Before leaving, she tried to instruct me on how to deliver a pill to the digestive system of a cat. In the case of Brown Cat, one simply seizes his head, covering his nostrils with a finger, and shoves another finger in between his teeth. This causes him to gape repeatedly, like a baby bird, at which point one is supposed to shove the meds down the hatch. However, I've never been able to get past the whole "teeth" thing.

So I adopted a subtle approach. After several unsuccessful attempts, which seemed to stress Brownie out almost as much as they did me, I brought to bear the full might of my intellect. I'm dead certain I have at least six IQ points on that cat ...

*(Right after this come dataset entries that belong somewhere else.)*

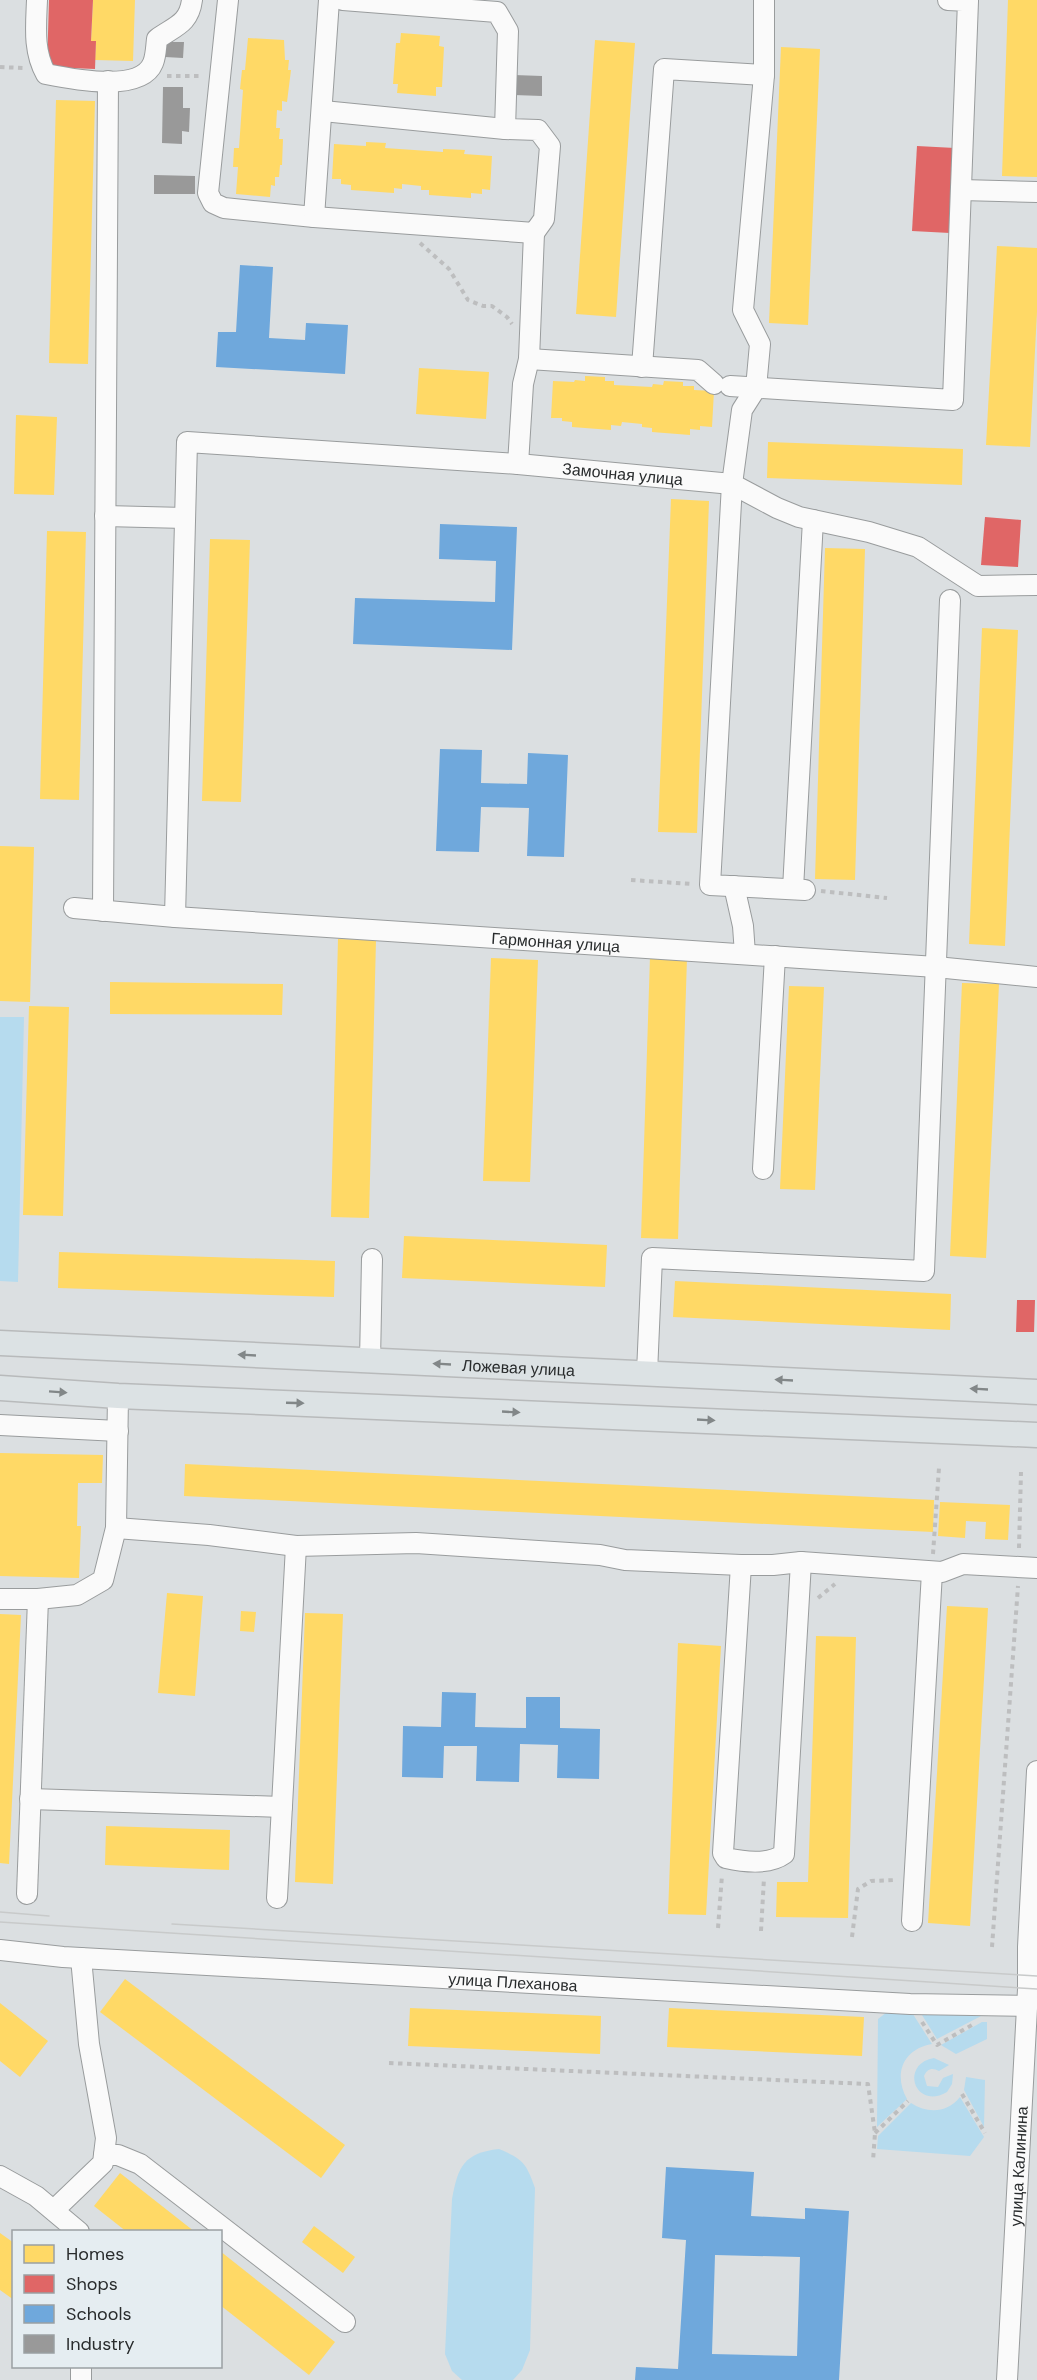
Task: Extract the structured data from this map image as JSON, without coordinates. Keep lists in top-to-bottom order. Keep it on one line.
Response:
{"streets":{"main road":["Ложевая улица"],"street":["Замочная улица","Гармонная улица","улица Плеханова","улица Калинина"]},"crossings":[["улица Плеханова","улица Калинина"]],"legend":["Homes","Shops","Schools","Industry"]}
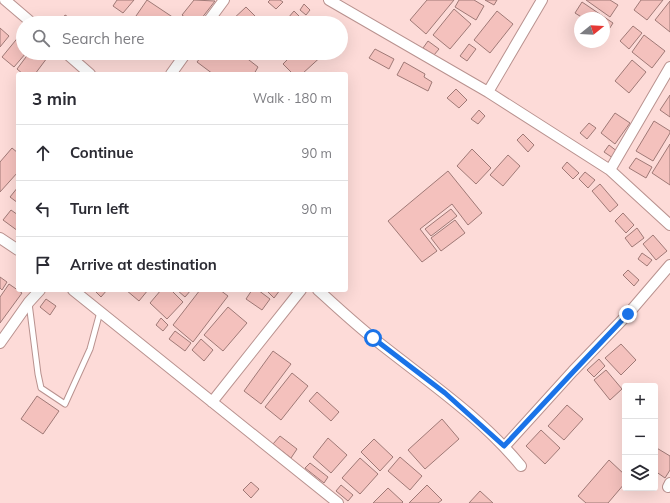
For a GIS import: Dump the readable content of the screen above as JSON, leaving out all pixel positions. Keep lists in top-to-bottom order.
{
  "north": "right",
  "page": {
    "search": "Search here",
    "heading": ["3 min", "Walk · 180 m"],
    "list": [
      ["Continue", "90 m"],
      ["Turn left", "90 m"],
      "Arrive at destination"
    ],
    "map_buttons": ["+", "−"]
  }
}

So smuggling it must be. We tried wrapping the half-tablet of kitty drugs in a sliver of roast beef. It almost worked, but the tablet squirted out when he bit down. Both cats willingly eat cheese, but they like it in such fine portions that concealing the tiny pill inside it wouldn't work.

Eventually, I bored a hole in a kitty treat and shoved the pill into the hole--a sort of cat Certs, if you will. I gained Brownie's trust by feeding him a couple of undoctored ones, then abused it utterly.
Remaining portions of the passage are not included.